--- What is needed ---
Would you copy out each line of the records below that includes the word "tools"?

--- Input data ---
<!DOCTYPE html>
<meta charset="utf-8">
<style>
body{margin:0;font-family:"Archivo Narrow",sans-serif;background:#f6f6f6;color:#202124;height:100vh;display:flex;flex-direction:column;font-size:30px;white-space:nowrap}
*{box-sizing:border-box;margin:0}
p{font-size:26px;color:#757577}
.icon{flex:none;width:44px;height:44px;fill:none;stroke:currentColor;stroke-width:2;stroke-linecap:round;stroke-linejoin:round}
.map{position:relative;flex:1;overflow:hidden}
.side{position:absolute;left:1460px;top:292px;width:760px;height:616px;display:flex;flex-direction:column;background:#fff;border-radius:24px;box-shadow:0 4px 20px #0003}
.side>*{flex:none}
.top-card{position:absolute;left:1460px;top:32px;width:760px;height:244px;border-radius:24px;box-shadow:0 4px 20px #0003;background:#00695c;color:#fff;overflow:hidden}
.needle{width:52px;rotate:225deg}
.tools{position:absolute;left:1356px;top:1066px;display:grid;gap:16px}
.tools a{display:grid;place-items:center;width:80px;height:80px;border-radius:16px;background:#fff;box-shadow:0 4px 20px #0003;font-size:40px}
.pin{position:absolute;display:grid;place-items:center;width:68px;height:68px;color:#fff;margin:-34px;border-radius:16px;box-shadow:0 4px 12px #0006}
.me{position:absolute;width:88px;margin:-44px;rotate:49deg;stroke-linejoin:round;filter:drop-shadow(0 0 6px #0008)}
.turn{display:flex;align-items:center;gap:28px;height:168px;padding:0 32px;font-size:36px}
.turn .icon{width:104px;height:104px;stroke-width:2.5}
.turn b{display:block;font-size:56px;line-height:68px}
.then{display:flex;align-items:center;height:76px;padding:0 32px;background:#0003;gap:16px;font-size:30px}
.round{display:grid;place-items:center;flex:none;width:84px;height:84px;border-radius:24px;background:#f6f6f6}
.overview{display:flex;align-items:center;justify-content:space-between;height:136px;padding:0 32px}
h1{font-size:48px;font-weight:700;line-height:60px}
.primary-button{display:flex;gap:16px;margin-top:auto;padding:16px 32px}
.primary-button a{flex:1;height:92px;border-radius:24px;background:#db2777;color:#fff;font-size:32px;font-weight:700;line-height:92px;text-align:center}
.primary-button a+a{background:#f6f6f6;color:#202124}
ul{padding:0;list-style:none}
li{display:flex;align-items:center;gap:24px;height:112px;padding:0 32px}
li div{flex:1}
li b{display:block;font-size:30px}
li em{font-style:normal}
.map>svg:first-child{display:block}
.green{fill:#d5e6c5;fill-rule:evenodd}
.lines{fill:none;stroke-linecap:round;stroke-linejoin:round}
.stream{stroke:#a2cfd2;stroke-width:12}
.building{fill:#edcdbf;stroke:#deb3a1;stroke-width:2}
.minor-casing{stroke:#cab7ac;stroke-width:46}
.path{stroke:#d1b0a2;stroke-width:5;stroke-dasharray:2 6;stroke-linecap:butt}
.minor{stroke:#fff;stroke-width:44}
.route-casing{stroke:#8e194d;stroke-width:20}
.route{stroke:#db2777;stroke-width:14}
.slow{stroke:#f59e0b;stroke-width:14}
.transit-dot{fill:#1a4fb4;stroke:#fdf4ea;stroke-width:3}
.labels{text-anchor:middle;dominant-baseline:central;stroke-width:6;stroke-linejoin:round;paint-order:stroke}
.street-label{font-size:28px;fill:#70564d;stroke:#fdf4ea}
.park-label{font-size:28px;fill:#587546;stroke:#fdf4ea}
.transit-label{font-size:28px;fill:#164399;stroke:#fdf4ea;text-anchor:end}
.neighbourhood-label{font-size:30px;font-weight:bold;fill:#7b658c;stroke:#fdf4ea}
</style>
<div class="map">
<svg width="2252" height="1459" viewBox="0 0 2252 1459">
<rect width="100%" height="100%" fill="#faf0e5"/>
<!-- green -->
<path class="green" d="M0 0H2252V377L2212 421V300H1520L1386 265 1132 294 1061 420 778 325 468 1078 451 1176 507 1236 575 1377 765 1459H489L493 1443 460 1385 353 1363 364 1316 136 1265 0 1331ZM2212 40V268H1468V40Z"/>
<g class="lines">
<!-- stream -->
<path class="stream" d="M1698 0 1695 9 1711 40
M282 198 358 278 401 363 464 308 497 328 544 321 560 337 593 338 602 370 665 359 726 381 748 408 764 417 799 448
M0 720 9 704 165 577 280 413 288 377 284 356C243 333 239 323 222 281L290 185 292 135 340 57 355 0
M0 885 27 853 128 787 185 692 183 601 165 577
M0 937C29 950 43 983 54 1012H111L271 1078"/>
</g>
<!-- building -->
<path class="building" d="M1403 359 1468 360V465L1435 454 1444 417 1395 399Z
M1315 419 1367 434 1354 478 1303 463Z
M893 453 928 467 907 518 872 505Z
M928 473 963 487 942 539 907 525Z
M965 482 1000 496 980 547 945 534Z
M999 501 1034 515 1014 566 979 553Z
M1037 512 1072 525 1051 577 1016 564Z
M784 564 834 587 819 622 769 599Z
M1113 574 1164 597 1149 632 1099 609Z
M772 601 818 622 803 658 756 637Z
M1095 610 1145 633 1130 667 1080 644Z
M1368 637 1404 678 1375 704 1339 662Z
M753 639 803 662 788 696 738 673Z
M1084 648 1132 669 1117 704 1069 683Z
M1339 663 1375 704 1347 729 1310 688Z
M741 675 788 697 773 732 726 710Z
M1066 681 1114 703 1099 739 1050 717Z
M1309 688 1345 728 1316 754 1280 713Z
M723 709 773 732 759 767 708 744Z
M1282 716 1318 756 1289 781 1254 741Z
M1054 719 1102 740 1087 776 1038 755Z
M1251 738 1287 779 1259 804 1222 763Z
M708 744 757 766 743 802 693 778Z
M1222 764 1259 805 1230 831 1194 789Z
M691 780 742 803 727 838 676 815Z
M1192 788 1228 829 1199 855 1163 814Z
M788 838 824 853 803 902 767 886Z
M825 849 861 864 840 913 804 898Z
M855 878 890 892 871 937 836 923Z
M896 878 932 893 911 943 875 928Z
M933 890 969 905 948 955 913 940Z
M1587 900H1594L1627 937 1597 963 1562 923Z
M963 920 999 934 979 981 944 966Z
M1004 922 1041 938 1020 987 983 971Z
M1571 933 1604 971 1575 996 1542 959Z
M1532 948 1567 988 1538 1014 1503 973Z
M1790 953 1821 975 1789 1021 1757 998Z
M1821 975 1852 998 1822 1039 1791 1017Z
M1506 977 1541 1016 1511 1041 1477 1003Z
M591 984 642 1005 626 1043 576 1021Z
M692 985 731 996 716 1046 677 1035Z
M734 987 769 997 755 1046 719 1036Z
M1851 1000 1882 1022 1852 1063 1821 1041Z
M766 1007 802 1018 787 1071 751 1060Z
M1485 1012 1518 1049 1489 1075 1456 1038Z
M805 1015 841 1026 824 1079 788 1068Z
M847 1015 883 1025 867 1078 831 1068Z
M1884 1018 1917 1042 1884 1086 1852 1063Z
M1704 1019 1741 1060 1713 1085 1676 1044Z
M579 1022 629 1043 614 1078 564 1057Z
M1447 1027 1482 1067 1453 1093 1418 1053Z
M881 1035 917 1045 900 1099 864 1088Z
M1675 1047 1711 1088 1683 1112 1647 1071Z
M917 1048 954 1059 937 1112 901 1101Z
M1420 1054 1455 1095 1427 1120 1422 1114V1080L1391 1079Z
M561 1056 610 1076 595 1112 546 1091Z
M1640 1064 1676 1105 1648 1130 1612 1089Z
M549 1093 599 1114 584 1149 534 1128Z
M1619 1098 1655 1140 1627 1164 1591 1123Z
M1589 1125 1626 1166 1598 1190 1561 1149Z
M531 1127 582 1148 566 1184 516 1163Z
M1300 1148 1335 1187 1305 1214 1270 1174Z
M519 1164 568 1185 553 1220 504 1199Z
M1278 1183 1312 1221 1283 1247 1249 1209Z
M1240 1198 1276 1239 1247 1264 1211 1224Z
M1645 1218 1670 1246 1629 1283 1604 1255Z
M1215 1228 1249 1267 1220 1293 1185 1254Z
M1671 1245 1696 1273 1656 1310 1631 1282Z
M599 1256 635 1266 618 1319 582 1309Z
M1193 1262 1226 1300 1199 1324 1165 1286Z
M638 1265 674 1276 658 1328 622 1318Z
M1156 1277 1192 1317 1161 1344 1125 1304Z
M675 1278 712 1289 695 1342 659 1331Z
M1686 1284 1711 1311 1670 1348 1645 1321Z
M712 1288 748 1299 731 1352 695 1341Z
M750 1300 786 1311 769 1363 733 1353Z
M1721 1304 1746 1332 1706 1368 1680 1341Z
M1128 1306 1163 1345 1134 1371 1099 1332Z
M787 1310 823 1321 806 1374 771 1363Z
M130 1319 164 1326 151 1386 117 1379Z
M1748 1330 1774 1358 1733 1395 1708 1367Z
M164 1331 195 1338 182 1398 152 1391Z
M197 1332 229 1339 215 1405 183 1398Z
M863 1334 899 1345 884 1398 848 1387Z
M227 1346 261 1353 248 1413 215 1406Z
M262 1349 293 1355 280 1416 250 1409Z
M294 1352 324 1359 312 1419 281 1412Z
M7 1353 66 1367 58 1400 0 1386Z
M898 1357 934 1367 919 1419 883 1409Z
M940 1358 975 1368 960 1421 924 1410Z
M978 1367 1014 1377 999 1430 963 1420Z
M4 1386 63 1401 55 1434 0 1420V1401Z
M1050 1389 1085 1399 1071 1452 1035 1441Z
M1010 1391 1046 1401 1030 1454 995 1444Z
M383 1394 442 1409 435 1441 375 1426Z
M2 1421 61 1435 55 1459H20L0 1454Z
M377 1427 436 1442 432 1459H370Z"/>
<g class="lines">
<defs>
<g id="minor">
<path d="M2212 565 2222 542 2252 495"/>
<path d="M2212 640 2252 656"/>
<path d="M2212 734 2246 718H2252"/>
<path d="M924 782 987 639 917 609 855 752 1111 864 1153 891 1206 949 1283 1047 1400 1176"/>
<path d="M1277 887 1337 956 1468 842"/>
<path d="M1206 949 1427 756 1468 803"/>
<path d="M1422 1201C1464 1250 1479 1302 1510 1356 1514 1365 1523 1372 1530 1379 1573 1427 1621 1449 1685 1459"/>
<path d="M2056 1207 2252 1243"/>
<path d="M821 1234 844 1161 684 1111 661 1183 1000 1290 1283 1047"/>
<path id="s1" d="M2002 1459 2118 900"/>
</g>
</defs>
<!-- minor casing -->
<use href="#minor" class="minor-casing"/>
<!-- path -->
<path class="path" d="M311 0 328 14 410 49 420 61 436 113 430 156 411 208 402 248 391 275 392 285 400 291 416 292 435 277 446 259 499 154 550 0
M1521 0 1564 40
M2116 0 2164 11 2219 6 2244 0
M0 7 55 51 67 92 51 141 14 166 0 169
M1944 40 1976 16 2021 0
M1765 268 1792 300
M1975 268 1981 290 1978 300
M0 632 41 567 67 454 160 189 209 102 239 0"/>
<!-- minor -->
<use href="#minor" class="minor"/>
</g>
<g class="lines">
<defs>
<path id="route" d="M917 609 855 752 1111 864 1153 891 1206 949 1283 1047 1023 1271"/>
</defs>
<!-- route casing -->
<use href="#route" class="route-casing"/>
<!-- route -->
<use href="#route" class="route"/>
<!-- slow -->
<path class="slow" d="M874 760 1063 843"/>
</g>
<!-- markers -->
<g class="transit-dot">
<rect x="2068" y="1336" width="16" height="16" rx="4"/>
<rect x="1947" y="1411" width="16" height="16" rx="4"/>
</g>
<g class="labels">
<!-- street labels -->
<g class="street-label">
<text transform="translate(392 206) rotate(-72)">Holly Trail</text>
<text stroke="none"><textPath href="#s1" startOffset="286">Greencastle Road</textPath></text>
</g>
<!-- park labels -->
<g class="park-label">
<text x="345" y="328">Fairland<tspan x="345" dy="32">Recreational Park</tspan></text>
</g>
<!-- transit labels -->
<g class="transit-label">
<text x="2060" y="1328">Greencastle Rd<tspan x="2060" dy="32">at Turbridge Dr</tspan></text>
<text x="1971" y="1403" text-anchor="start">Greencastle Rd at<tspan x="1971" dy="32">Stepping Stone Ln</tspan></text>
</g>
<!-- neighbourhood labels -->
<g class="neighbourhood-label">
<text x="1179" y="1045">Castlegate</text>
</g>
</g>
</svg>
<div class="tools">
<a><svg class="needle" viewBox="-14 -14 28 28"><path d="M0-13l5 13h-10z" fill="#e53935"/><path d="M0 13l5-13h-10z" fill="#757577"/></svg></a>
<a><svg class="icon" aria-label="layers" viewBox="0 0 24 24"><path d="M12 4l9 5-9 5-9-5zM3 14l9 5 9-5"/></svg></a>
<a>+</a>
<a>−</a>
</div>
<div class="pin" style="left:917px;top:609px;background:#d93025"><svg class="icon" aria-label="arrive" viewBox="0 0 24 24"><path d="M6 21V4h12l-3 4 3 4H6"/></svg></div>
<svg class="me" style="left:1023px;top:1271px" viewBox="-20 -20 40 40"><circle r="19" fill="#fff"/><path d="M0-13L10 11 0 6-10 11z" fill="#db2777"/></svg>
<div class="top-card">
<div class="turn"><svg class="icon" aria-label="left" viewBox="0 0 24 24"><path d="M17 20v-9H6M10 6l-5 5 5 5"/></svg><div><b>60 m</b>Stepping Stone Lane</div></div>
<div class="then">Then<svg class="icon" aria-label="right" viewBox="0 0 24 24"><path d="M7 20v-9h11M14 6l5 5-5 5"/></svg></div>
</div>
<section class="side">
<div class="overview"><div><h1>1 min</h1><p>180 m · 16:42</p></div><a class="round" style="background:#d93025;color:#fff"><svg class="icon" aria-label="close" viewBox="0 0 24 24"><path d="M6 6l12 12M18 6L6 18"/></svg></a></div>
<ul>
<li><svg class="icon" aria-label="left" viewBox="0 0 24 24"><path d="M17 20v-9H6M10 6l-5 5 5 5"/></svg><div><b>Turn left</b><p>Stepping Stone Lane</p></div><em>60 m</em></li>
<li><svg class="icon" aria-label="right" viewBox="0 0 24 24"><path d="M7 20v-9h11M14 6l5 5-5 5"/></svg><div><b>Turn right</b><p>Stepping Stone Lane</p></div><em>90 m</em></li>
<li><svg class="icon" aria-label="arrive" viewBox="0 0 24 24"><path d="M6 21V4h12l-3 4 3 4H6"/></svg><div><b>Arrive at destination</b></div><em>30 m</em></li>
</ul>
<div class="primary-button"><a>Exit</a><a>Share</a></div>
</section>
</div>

--- Exercise response ---
.tools{position:absolute;left:1356px;top:1066px;display:grid;gap:16px}
.tools a{display:grid;place-items:center;width:80px;height:80px;border-radius:16px;background:#fff;box-shadow:0 4px 20px #0003;font-size:40px}
<div class="tools">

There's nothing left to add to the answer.